A network entity 105 (e.g., a base station 140, an RU 170) or a UE 115 may be equipped with multiple antennas, which may be used to employ techniques such as transmit diversity, receive diversity, multiple-input multiple-output (MIMO) communications, or beamforming. The antennas of a network entity 105 or a UE 115 may be located within one or more antenna arrays or antenna panels, which may support MIMO operations or transmit or receive beamforming. For example, one or more base station antennas or antenna arrays may be co-located at an antenna assembly, such as an antenna tower. In some examples, antennas or antenna arrays associated with a network entity 105 may be located at diverse geographic locations. A network entity 105 may include an antenna array with a set of rows and columns of antenna ports that the network entity 105 may use to support beamforming of communications with a UE 115. Likewise, a UE 115 may include one or more antenna arrays that may support various MIMO or beamforming operations. Additionally, or alternatively, an antenna panel may support RF beamforming for a signal transmitted via an antenna port.


The network entities 105 or the UEs 115 may use MIMO communications to exploit multipath signal propagation and increase spectral efficiency by transmitting or receiving multiple signals via different spatial layers. Such techniques may be referred to as spatial multiplexing. The multiple signals may, for example, be transmitted by the transmitting device via different antennas or different combinations of antennas. Likewise, the multiple signals may be received by the receiving device via different antennas or different combinations of antennas. Each of the multiple signals may be referred to as a separate spatial stream and may carry information associated with the same data stream (e.g., the same codeword) or different data streams (e.g., different codewords). Different spatial layers may be associated with different antenna ports used for channel measurement and reporting. MIMO techniques include single-user MIMO (SU-MIMO), for which multiple spatial layers are transmitted to the same receiving device, and multiple-user MIMO (MU-MIMO), for which multiple spatial layers are transmitted to multiple devices.

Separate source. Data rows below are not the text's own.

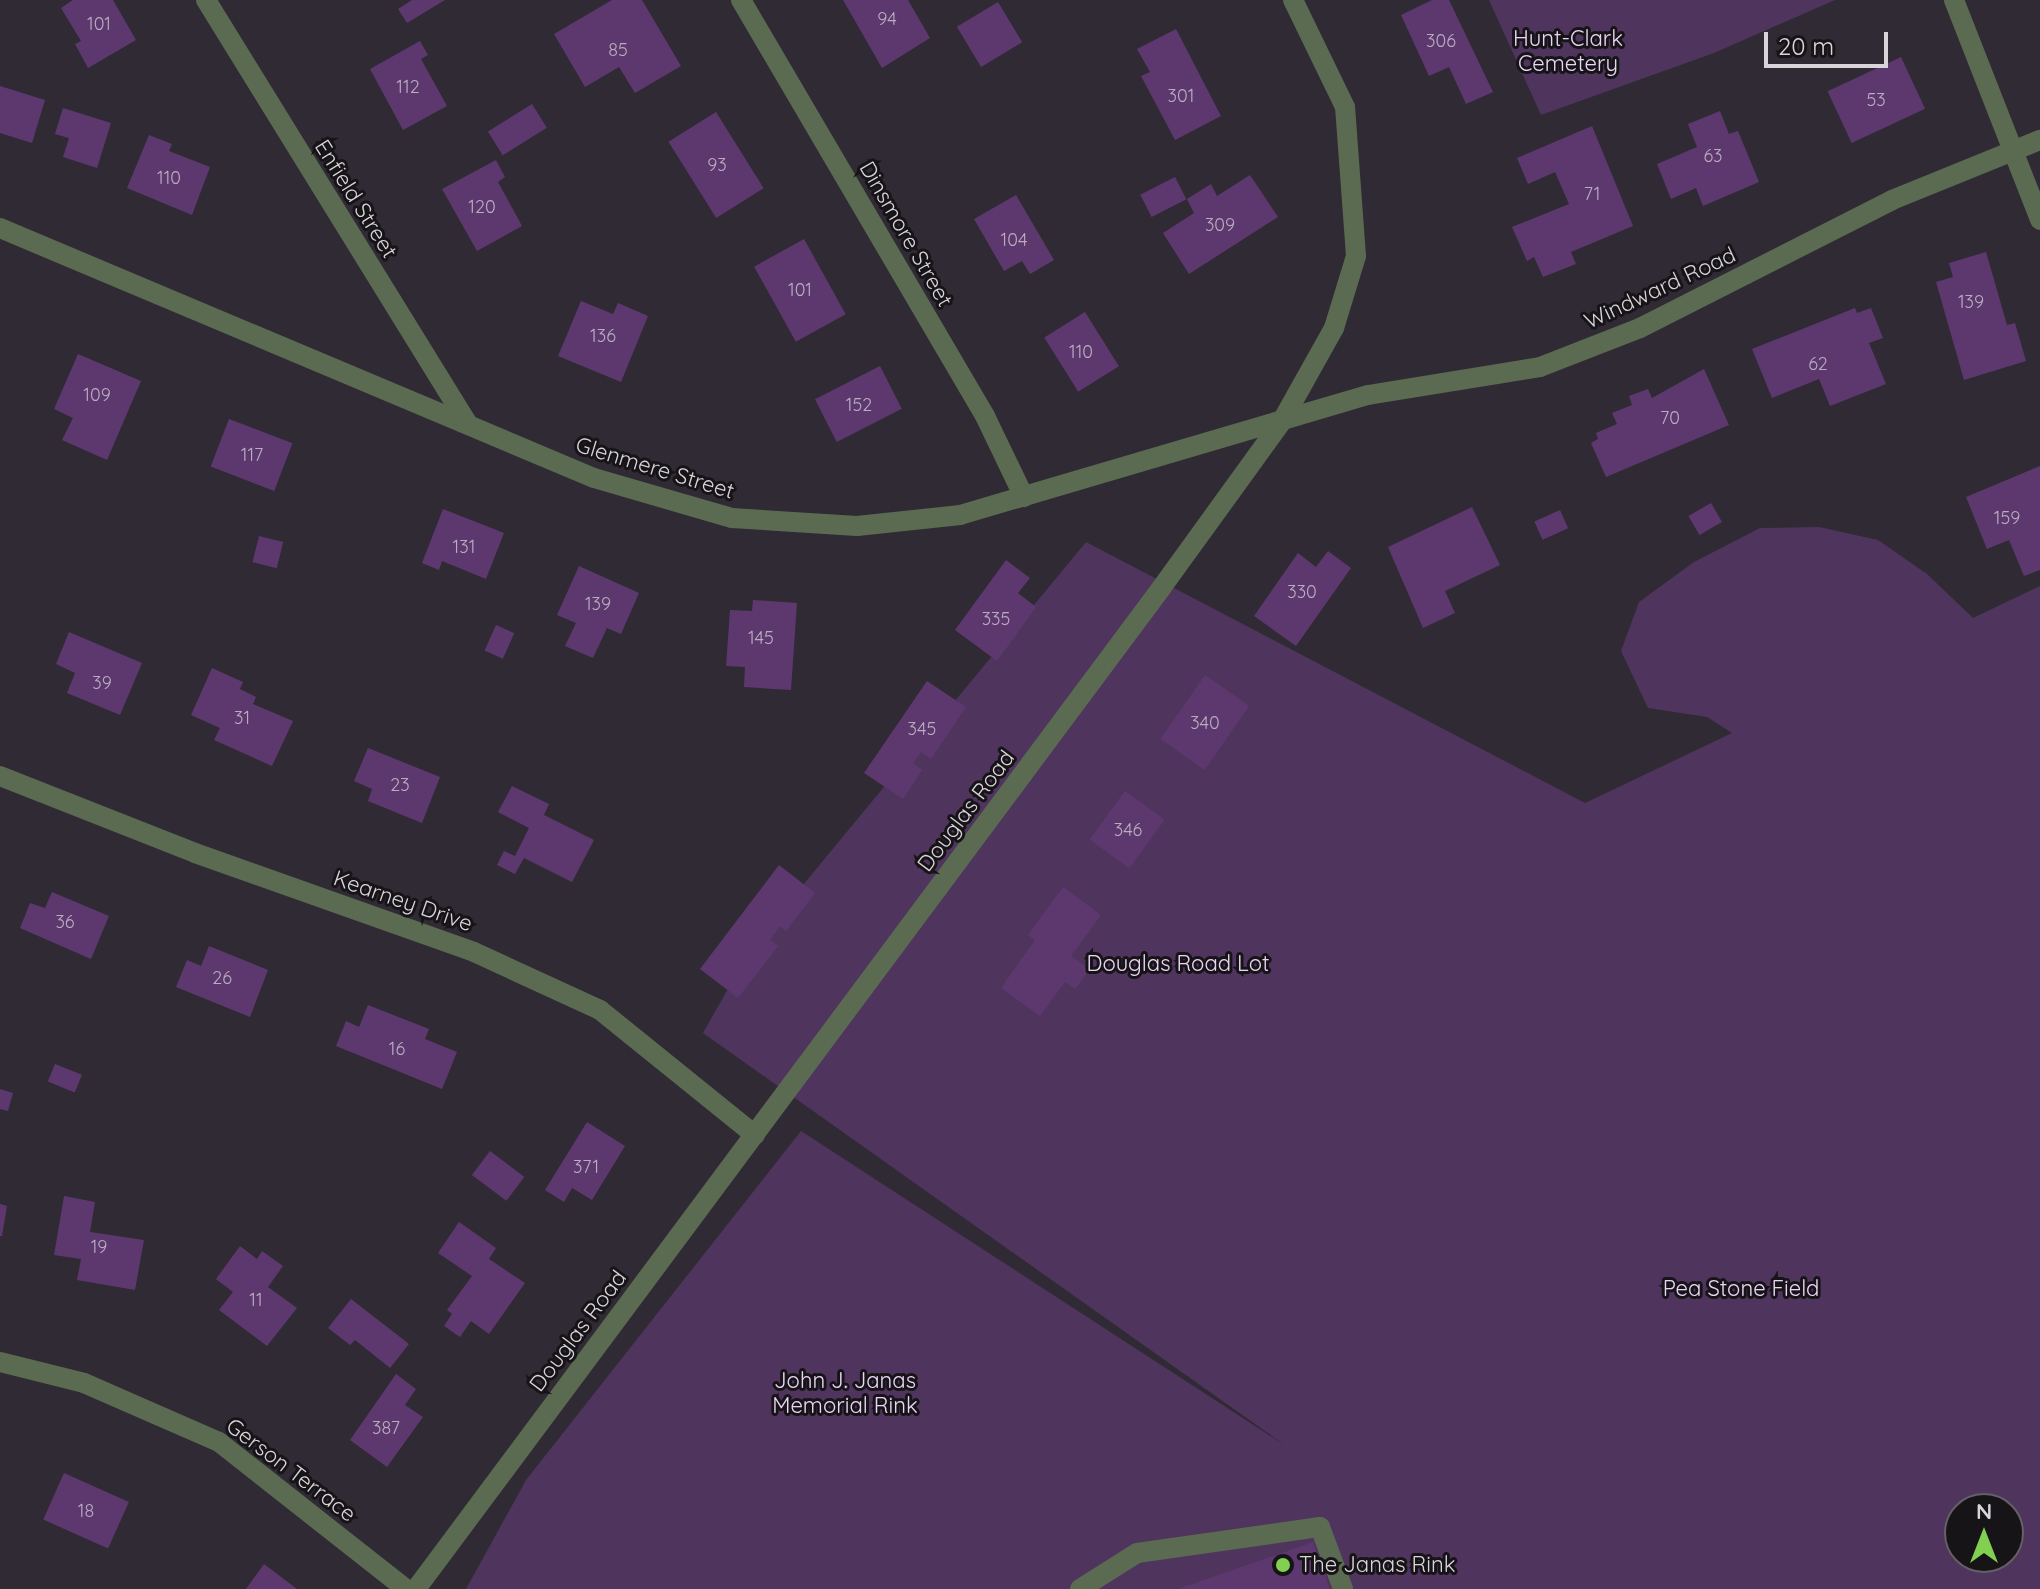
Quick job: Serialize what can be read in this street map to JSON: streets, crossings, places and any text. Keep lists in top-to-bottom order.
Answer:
{
  "streets": {
    "street": [
      "Enfield Street",
      "Dinsmore Street",
      "Windward Road",
      "Glenmere Street",
      "Douglas Road",
      "Kearney Drive",
      "Gerson Terrace"
    ]
  },
  "crossings": [
    ["Enfield Street", "Glenmere Street"],
    ["Dinsmore Street", "Glenmere Street"],
    ["Windward Road", "Glenmere Street"],
    ["Windward Road", "Douglas Road"],
    ["Glenmere Street", "Douglas Road"],
    ["Douglas Road", "Kearney Drive"]
  ],
  "parks": [
    "Hunt-Clark Cemetery",
    "Douglas Road Lot",
    "Pea Stone Field",
    "John J. Janas Memorial Rink"
  ],
  "places": ["The Janas Rink"],
  "house_numbers": [
    "94",
    "101",
    "306",
    "85",
    "112",
    "301",
    "53",
    "63",
    "93",
    "110",
    "71",
    "120",
    "309",
    "104",
    "101",
    "139",
    "136",
    "110",
    "62",
    "109",
    "152",
    "70",
    "117",
    "159",
    "131",
    "330",
    "139",
    "335",
    "145",
    "39",
    "31",
    "340",
    "345",
    "23",
    "346",
    "36",
    "26",
    "16",
    "371",
    "19",
    "11",
    "387",
    "18"
  ],
  "scale_bar": "20 m",
  "north": "top"
}
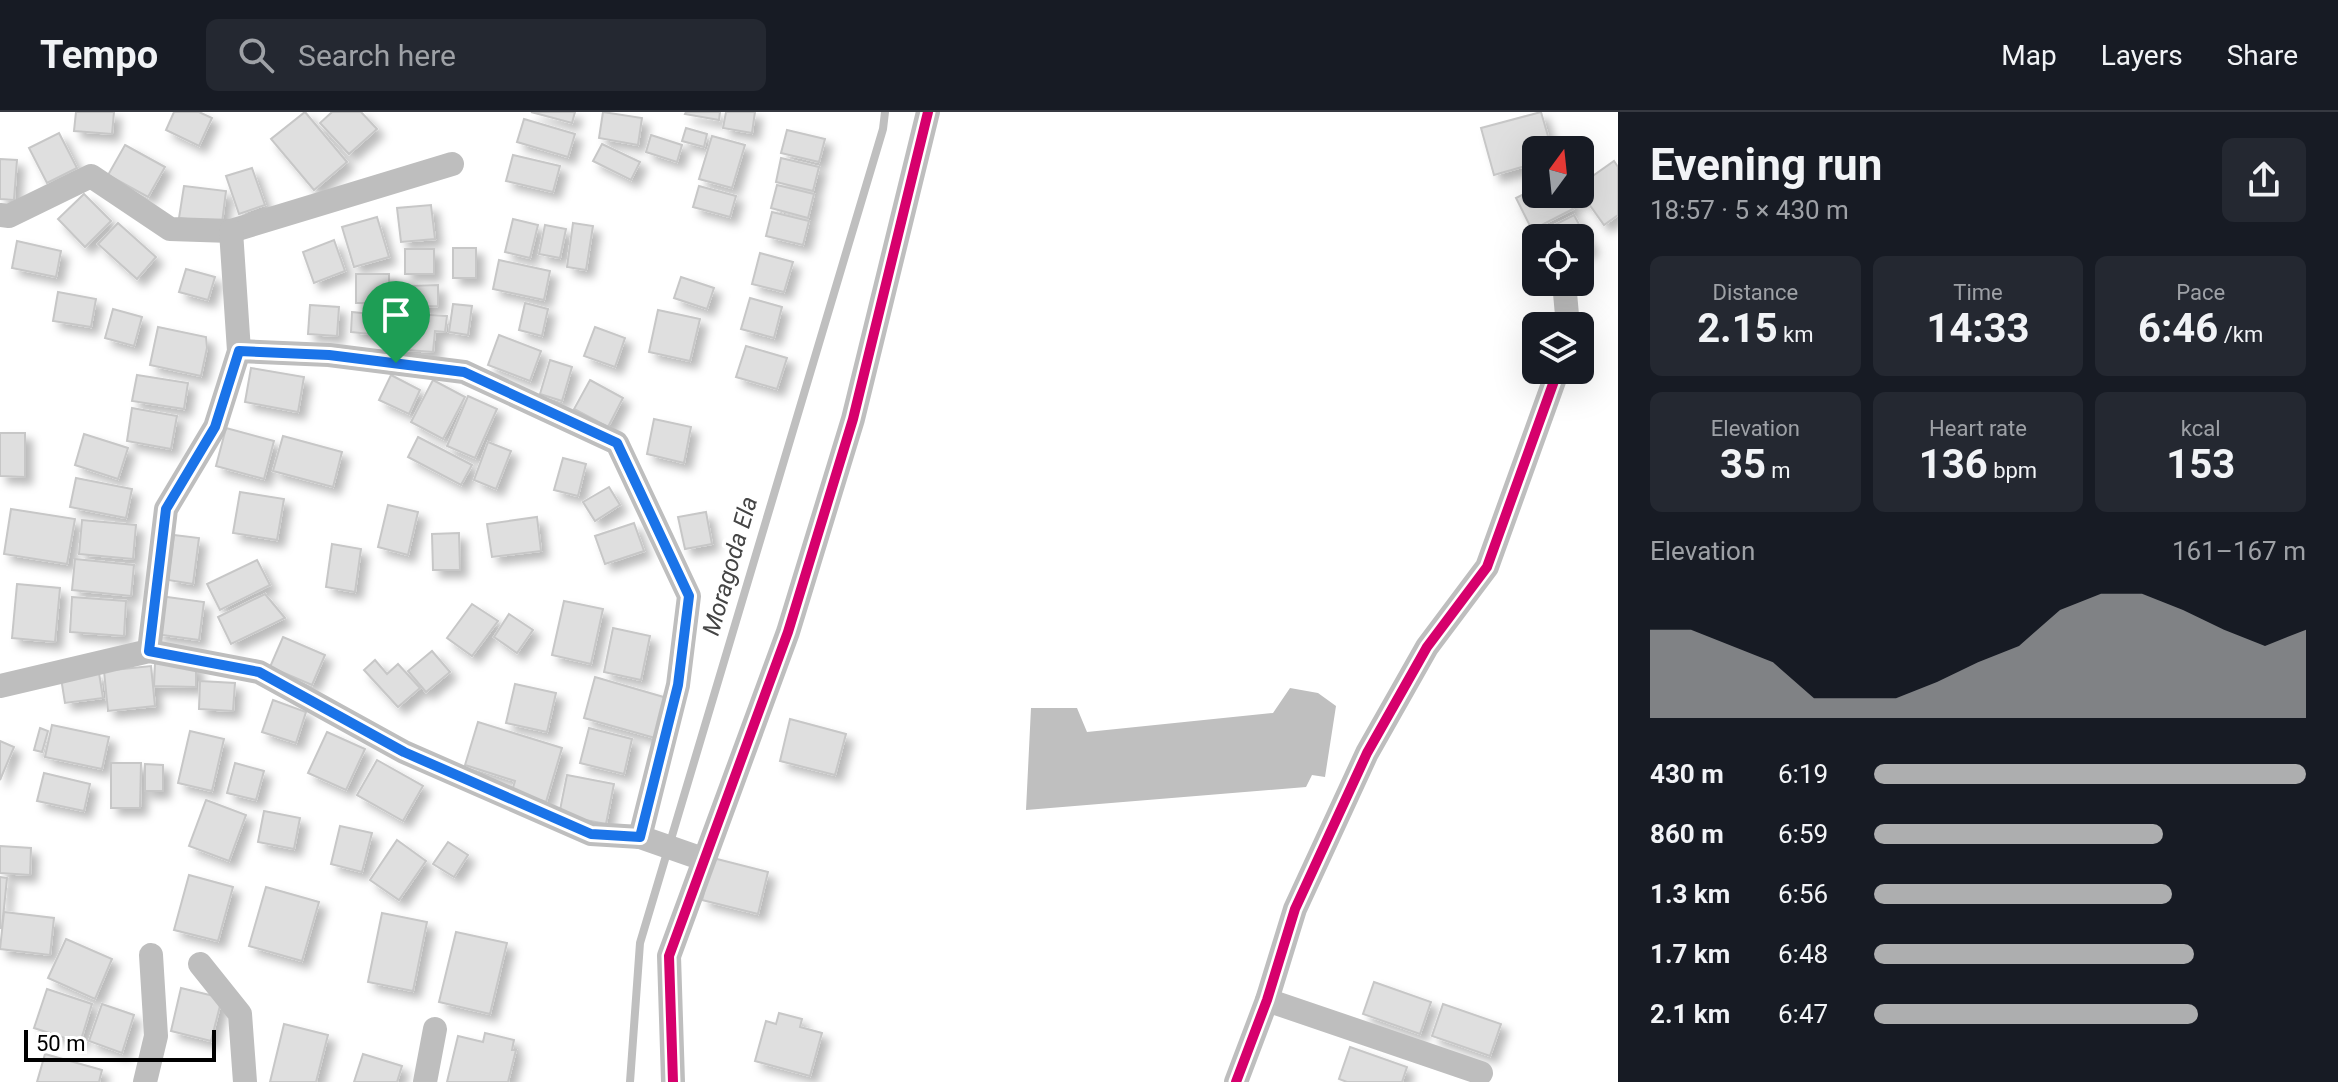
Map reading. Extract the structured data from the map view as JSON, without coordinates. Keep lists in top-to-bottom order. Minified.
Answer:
{"water":["Moragoda Ela"],"scale_bar":"50 m","north":"top","page":{"header":"Tempo","search":"Search here","nav":["Map","Layers","Share"],"heading":["Evening run","18:57 · 5 × 430 m"],"stats":[["Distance","2.15 km"],["Time","14:33"],["Pace","6:46 /km"],["Elevation","35 m"],["Heart rate","136 bpm"],["kcal","153"]],"chart":["Elevation","161–167 m"],"list":[{"name":"430 m","note":"6:19"},{"name":"860 m","note":"6:59"},{"name":"1.3 km","note":"6:56"},{"name":"1.7 km","note":"6:48"},{"name":"2.1 km","note":"6:47"}],"scale":"50 m"}}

Beamforming, which may also be referred to as spatial filtering, directional transmission, or directional reception, is a signal processing technique that may be used at a transmitting device or a receiving device (e.g., a network entity 105, a UE 115) to shape or steer an antenna beam (e.g., a transmit beam, a receive beam) along a spatial path between the transmitting device and the receiving device. Beamforming may be achieved by combining the signals communicated via antenna elements of an antenna array such that some signals propagating along particular orientations with respect to an antenna array experience constructive interference while others experience destructive interference. The adjustment of signals communicated via the antenna elements may include a transmitting device or a receiving device applying amplitude offsets, phase offsets, or both to signals carried via the antenna elements associated with the device. The adjustments associated with each of the antenna elements may be defined by a beamforming weight set associated with a particular orientation (e.g., with respect to the antenna array of the transmitting device or receiving device, or with respect to some other orientation).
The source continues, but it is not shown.